Your answer must be an exact copy of the records below, with every picture left out.

*** Opening of Dataset records ***

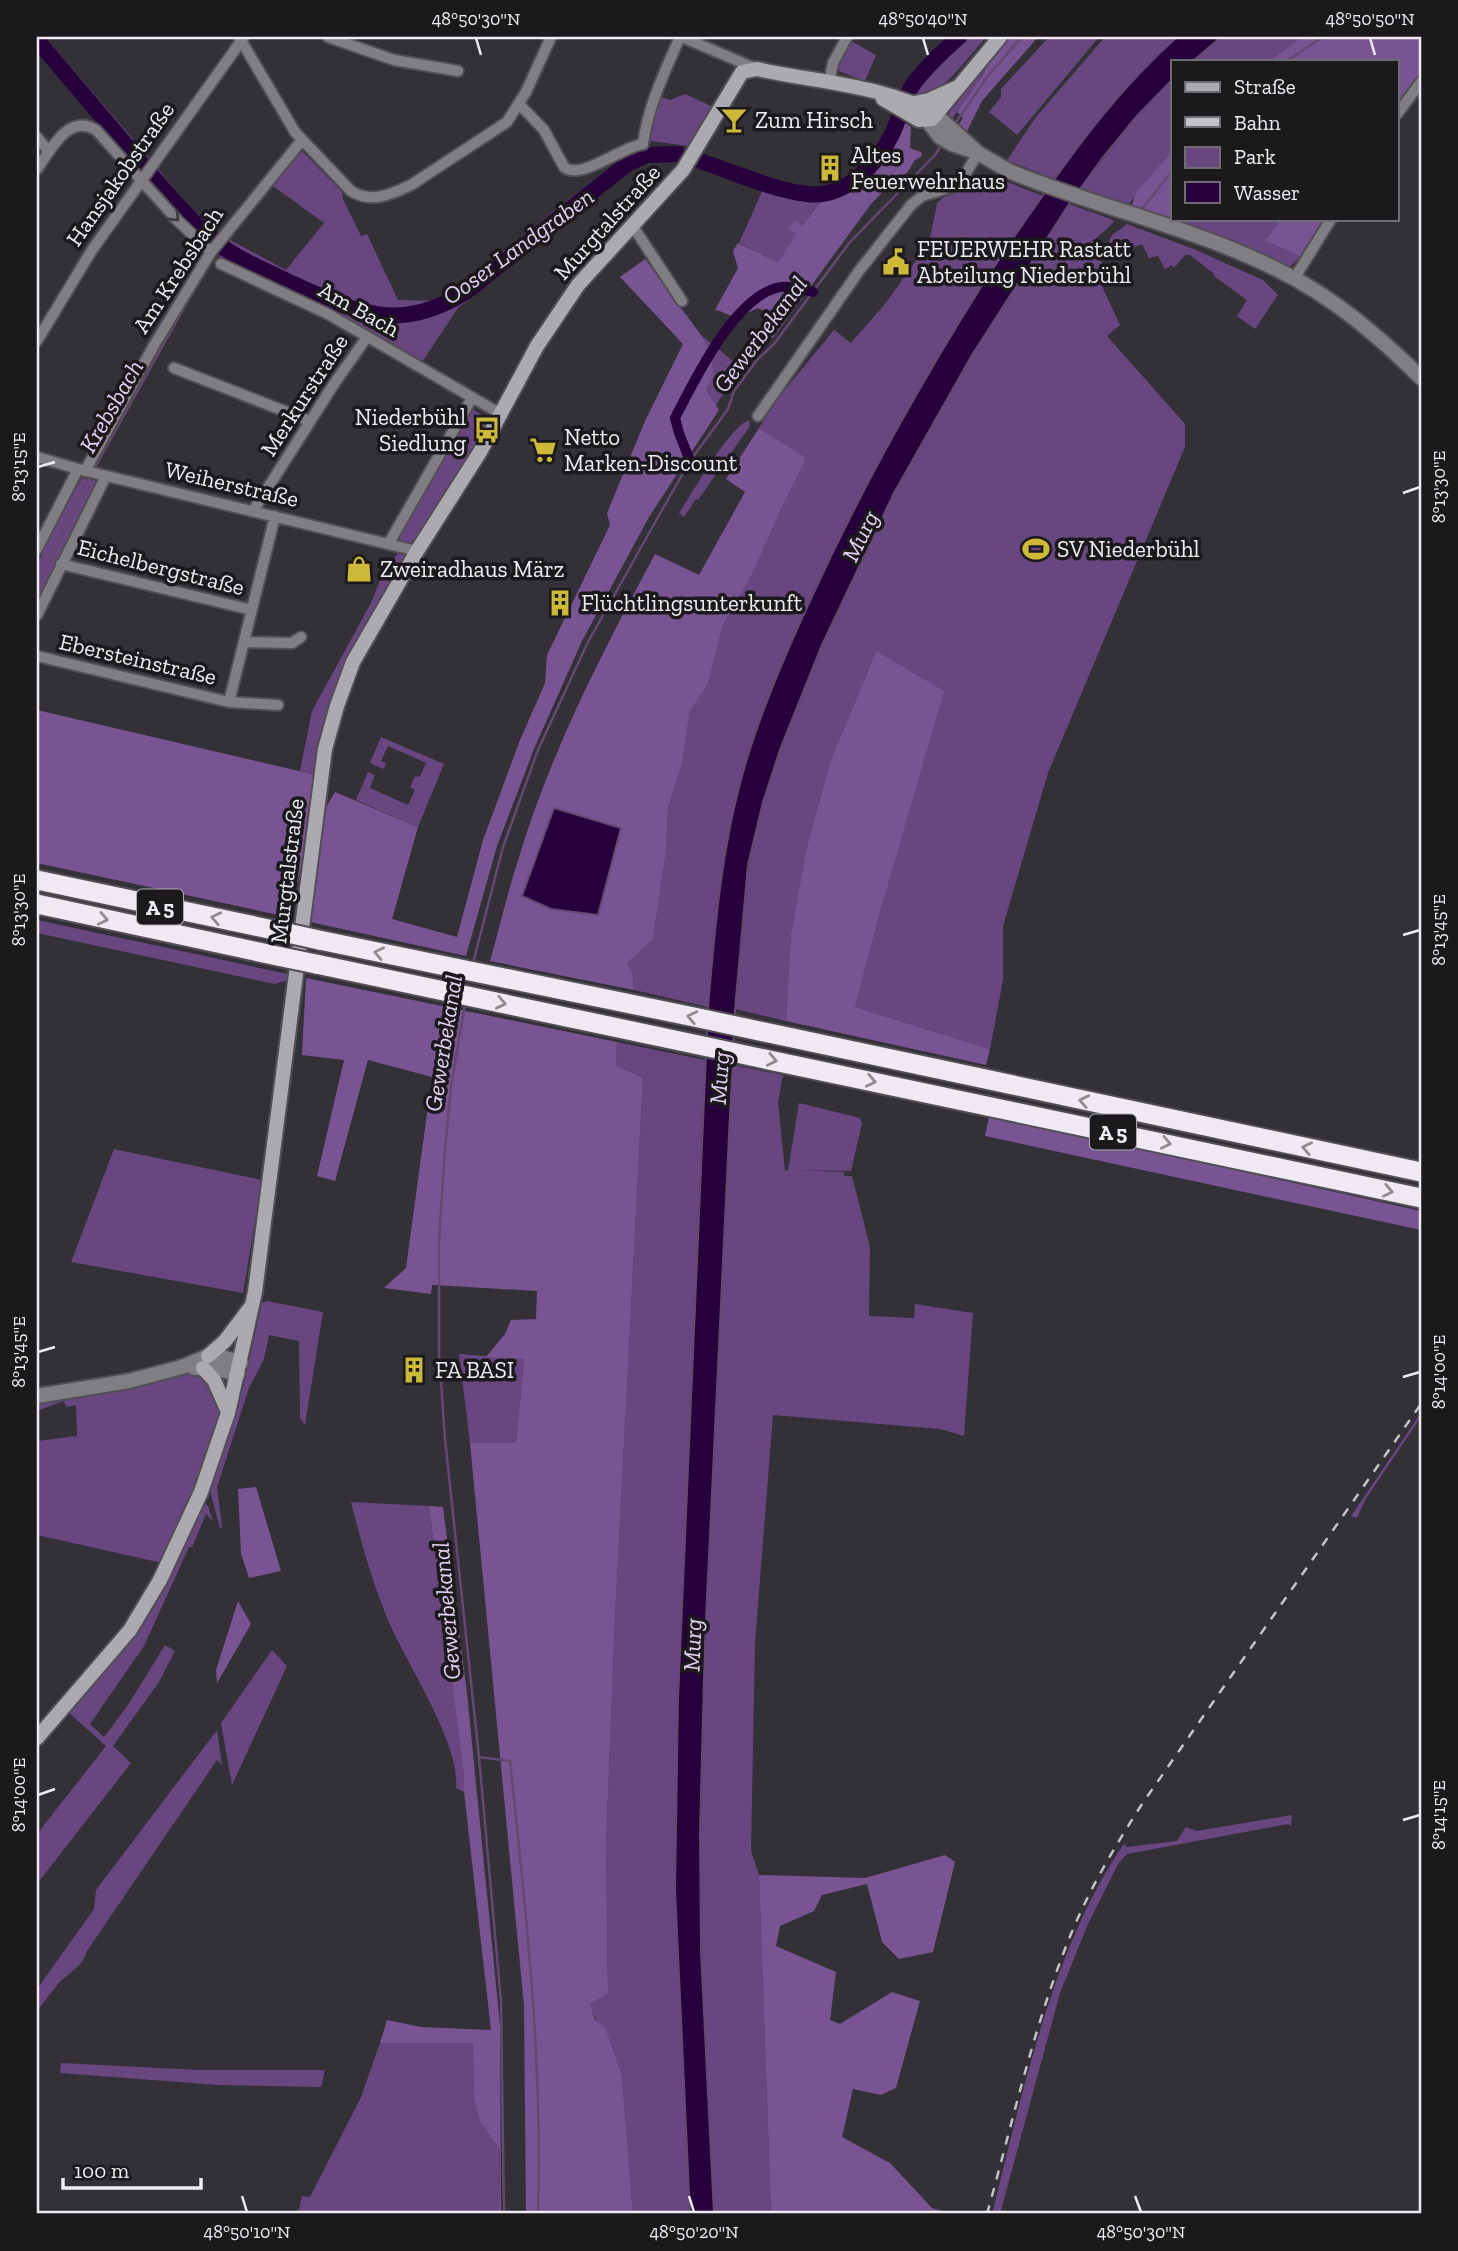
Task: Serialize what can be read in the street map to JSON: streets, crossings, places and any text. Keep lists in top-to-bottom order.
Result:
{
  "streets": {
    "highway": ["A 5"],
    "main road": ["Murgtalstraße"],
    "street": [
      "Hansjakobstraße",
      "Am Krebsbach",
      "Am Bach",
      "Merkurstraße",
      "Weiherstraße",
      "Eichelbergstraße",
      "Ebersteinstraße"
    ]
  },
  "crossings": [
    ["Murgtalstraße", "Weiherstraße"],
    ["Am Krebsbach", "Weiherstraße"],
    ["Am Krebsbach", "Eichelbergstraße"],
    ["Am Bach", "Merkurstraße"],
    ["Merkurstraße", "Weiherstraße"],
    ["Weiherstraße", "Eichelbergstraße"]
  ],
  "water": [
    "Ooser Landgraben",
    "Gewerbekanal",
    "Krebsbach",
    "Murg"
  ],
  "places": {
    "bar": ["Zum Hirsch"],
    "building": ["Altes Feuerwehrhaus", "Flüchtlingsunterkunft", "FA BASI"],
    "public building": ["FEUERWEHR Rastatt Abteilung Niederbühl"],
    "bus stop": ["Niederbühl Siedlung"],
    "supermarket": ["Netto Marken-Discount"],
    "sports": ["SV Niederbühl"],
    "shop": ["Zweiradhaus März"]
  },
  "legend": [
    "Straße",
    "Bahn",
    "Park",
    "Wasser"
  ],
  "scale_bar": "100 m",
  "coordinates": [
    "48°50'30\"N",
    "48°50'40\"N",
    "48°50'50\"N",
    "8°13'15\"E",
    "8°13'30\"E",
    "8°13'45\"E",
    "8°14'00\"E",
    "8°14'15\"E",
    "48°50'10\"N",
    "48°50'20\"N"
  ]
}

*** Close of Dataset records ***

**Result of this exercise**.
Task: Serialize what can be read in the street map to JSON: streets, crossings, places and any text. Keep lists in top-to-bottom order.
Result:
{
  "streets": {
    "highway": ["A 5"],
    "main road": ["Murgtalstraße"],
    "street": [
      "Hansjakobstraße",
      "Am Krebsbach",
      "Am Bach",
      "Merkurstraße",
      "Weiherstraße",
      "Eichelbergstraße",
      "Ebersteinstraße"
    ]
  },
  "crossings": [
    ["Murgtalstraße", "Weiherstraße"],
    ["Am Krebsbach", "Weiherstraße"],
    ["Am Krebsbach", "Eichelbergstraße"],
    ["Am Bach", "Merkurstraße"],
    ["Merkurstraße", "Weiherstraße"],
    ["Weiherstraße", "Eichelbergstraße"]
  ],
  "water": [
    "Ooser Landgraben",
    "Gewerbekanal",
    "Krebsbach",
    "Murg"
  ],
  "places": {
    "bar": ["Zum Hirsch"],
    "building": ["Altes Feuerwehrhaus", "Flüchtlingsunterkunft", "FA BASI"],
    "public building": ["FEUERWEHR Rastatt Abteilung Niederbühl"],
    "bus stop": ["Niederbühl Siedlung"],
    "supermarket": ["Netto Marken-Discount"],
    "sports": ["SV Niederbühl"],
    "shop": ["Zweiradhaus März"]
  },
  "legend": [
    "Straße",
    "Bahn",
    "Park",
    "Wasser"
  ],
  "scale_bar": "100 m",
  "coordinates": [
    "48°50'30\"N",
    "48°50'40\"N",
    "48°50'50\"N",
    "8°13'15\"E",
    "8°13'30\"E",
    "8°13'45\"E",
    "8°14'00\"E",
    "8°14'15\"E",
    "48°50'10\"N",
    "48°50'20\"N"
  ]
}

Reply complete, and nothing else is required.